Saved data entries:
........
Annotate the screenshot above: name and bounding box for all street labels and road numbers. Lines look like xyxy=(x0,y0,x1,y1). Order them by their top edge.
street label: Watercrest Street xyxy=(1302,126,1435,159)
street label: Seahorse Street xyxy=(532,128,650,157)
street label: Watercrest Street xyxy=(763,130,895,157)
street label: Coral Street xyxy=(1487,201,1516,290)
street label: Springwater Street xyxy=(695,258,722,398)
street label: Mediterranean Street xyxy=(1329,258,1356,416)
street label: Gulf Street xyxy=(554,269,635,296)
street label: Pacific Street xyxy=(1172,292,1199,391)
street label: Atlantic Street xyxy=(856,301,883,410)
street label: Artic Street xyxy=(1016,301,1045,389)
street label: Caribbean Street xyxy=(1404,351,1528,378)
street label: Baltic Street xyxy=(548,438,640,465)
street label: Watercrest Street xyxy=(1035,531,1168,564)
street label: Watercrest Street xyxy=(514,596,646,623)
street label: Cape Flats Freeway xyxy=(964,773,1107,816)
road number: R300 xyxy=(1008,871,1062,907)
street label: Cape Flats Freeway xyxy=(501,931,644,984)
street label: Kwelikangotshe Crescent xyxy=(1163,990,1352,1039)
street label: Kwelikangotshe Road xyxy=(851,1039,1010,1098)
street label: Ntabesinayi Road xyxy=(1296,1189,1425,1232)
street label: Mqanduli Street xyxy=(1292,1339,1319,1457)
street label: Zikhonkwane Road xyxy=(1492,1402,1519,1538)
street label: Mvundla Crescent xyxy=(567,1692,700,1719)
........
■ Activity
Copy each line in the data that holds the word "Freeway".

■ Task response
street label: Cape Flats Freeway xyxy=(964,773,1107,816)
street label: Cape Flats Freeway xyxy=(501,931,644,984)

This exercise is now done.